== INPUT RECORDS ==
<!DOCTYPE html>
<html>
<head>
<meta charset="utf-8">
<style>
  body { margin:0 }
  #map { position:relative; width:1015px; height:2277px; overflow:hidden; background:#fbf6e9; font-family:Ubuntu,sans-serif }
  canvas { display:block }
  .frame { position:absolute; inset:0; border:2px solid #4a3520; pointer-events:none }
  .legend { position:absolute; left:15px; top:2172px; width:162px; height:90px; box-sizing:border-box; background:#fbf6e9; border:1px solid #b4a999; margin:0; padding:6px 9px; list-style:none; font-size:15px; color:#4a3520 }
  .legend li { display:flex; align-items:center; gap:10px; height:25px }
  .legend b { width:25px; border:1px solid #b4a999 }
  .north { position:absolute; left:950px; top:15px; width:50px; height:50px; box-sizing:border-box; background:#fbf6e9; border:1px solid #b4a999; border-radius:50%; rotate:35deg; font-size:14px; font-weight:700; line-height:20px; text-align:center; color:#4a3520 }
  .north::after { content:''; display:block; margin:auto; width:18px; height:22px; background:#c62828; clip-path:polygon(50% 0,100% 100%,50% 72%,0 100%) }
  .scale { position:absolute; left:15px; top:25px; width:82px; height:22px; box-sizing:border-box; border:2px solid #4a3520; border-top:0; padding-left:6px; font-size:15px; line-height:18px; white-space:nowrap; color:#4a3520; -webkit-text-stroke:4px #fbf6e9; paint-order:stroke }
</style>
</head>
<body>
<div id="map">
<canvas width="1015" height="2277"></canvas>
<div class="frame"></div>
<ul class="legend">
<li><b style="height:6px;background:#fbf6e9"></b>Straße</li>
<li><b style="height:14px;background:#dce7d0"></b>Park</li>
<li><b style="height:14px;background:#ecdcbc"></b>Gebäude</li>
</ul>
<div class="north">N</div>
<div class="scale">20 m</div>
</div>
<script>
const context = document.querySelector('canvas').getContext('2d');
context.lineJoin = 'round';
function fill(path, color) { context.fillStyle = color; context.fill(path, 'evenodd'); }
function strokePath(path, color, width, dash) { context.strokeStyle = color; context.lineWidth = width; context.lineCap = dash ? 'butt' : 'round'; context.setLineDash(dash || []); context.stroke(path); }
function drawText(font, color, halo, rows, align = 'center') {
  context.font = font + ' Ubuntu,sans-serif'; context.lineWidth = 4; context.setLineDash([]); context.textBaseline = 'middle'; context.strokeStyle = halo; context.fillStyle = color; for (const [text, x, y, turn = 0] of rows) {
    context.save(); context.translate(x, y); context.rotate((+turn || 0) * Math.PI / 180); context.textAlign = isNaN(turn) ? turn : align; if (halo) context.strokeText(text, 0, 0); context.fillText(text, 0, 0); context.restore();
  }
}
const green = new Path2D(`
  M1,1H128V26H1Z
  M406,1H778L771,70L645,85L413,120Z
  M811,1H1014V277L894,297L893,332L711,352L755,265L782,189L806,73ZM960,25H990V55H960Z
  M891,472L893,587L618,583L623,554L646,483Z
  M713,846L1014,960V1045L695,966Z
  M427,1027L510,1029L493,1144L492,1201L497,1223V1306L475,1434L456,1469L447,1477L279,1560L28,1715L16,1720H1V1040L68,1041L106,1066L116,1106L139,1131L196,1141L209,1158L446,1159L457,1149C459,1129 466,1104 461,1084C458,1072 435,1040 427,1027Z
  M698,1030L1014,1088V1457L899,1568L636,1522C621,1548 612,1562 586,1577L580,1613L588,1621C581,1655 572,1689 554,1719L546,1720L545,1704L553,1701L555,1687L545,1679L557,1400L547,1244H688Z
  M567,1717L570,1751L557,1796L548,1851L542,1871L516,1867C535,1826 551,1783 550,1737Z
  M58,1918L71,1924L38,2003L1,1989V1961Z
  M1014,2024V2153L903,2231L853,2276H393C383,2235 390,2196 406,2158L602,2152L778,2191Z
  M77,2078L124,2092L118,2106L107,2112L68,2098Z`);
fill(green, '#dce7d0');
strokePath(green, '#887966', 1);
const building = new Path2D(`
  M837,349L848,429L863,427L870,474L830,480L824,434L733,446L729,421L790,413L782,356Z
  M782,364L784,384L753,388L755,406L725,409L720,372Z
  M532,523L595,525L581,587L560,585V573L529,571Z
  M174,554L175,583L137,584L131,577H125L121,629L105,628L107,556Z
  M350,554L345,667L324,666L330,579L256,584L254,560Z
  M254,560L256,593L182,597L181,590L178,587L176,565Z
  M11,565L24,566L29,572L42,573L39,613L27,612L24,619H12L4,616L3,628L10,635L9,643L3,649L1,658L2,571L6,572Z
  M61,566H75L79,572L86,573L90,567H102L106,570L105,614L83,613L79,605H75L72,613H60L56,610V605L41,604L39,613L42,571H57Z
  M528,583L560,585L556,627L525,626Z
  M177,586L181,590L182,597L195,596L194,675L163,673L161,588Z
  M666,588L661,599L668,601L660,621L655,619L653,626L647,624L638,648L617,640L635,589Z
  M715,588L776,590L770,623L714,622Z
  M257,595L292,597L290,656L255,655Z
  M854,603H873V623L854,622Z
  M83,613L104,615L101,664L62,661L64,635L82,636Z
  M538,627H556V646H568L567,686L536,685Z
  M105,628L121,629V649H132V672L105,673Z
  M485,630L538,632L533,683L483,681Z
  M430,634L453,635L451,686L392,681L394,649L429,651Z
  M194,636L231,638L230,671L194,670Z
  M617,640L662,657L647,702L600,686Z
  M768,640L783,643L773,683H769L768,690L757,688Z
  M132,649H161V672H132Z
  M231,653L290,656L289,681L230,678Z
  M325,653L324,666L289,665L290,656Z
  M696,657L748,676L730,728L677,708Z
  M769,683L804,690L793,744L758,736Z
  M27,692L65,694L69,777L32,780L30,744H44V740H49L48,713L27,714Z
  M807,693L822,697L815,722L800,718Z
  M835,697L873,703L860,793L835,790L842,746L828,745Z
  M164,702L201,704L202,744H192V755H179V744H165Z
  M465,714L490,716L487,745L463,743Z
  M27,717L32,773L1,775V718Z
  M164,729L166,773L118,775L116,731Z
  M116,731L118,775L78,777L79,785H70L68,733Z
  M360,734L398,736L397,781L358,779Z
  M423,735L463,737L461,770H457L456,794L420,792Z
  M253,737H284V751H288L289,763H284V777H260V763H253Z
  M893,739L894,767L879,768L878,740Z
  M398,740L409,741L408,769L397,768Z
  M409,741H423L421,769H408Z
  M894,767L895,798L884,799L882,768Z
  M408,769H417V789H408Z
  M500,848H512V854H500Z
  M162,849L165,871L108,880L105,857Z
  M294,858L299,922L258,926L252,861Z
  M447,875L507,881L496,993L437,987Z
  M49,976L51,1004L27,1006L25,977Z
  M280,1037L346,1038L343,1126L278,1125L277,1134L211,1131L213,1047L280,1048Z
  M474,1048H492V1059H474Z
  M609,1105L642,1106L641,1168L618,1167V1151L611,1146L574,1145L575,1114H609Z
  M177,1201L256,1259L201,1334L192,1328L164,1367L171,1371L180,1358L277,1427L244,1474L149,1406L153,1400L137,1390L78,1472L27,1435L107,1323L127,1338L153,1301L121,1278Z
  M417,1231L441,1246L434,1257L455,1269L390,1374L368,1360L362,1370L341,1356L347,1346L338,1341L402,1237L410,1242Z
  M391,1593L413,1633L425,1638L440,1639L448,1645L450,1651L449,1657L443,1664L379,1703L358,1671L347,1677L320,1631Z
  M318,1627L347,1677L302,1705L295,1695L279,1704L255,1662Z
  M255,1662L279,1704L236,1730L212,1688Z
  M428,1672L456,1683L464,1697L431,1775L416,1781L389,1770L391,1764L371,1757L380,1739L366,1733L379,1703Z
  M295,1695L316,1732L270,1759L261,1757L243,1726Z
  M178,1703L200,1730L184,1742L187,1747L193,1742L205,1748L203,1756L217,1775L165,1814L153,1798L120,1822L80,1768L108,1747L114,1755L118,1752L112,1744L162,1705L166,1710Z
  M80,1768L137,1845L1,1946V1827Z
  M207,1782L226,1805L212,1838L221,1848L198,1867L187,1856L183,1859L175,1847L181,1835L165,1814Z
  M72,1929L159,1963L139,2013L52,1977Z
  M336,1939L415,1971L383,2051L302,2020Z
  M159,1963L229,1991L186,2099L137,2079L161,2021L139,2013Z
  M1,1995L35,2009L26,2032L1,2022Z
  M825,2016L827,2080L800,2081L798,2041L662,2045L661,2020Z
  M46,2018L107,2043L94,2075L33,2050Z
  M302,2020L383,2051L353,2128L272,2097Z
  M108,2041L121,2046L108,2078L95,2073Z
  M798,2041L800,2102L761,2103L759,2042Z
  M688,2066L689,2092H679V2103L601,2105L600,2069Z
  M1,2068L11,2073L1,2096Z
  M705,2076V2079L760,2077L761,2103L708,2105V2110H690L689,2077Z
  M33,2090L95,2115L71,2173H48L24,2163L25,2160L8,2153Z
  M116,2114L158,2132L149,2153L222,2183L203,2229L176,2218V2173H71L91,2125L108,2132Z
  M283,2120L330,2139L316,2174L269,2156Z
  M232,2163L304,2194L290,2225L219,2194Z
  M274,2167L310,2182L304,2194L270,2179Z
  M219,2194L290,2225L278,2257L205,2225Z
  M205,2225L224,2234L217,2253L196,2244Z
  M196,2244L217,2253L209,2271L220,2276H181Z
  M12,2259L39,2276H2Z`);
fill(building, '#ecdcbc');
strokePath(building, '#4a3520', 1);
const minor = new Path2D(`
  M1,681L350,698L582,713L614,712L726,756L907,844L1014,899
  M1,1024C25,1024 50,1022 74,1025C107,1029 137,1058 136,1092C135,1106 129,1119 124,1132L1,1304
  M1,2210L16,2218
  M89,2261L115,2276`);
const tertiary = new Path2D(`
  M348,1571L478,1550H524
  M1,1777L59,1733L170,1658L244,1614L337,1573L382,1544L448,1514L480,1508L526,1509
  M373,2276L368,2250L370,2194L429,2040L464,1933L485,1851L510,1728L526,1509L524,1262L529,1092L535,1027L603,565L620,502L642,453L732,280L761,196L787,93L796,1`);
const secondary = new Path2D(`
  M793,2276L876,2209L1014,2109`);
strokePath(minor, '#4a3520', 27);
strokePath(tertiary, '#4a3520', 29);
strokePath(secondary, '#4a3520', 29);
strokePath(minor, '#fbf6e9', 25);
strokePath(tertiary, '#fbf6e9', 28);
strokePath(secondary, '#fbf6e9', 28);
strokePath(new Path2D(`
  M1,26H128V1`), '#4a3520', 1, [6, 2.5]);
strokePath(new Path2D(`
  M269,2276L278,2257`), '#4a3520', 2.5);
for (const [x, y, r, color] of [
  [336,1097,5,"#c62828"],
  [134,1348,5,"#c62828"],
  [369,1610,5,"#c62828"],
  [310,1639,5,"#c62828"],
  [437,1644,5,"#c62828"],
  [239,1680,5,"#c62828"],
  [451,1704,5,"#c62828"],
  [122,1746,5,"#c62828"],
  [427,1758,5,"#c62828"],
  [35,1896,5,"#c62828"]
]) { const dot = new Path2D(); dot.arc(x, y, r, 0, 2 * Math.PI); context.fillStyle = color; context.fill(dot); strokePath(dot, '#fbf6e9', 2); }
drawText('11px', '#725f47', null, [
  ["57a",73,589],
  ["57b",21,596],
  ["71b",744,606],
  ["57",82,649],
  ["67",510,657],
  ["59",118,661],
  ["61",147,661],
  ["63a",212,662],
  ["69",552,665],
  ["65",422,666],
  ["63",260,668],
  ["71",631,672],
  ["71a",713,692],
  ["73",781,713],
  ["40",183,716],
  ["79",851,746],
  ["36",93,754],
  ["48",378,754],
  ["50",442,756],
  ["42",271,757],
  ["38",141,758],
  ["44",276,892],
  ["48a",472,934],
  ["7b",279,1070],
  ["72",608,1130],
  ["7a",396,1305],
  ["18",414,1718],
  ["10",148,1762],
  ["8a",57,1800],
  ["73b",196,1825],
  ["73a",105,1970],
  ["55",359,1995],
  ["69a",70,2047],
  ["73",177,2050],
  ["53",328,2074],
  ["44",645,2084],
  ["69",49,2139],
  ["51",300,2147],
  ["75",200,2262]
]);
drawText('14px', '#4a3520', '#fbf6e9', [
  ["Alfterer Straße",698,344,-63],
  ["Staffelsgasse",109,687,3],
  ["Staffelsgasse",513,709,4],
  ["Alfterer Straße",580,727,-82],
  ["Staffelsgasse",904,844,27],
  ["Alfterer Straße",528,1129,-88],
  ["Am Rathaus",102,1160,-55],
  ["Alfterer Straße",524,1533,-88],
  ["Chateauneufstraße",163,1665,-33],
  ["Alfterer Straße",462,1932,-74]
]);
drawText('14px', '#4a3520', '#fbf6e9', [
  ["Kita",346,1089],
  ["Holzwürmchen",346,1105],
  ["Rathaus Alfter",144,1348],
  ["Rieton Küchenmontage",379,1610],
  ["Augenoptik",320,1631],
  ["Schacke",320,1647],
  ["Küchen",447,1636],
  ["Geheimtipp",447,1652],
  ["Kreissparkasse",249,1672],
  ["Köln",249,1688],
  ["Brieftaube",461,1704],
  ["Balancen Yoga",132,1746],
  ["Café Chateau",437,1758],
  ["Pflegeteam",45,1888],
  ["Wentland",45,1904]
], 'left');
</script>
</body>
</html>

== WORK REQUIRED ==
The lines you return should be those above that contain the word "strokeStyle", every one of them.

== REPLY ==
function strokePath(path, color, width, dash) { context.strokeStyle = color; context.lineWidth = width; context.lineCap = dash ? 'butt' : 'round'; context.setLineDash(dash || []); context.stroke(path); }
  context.font = font + ' Ubuntu,sans-serif'; context.lineWidth = 4; context.setLineDash([]); context.textBaseline = 'middle'; context.strokeStyle = halo; context.fillStyle = color; for (const [text, x, y, turn = 0] of rows) {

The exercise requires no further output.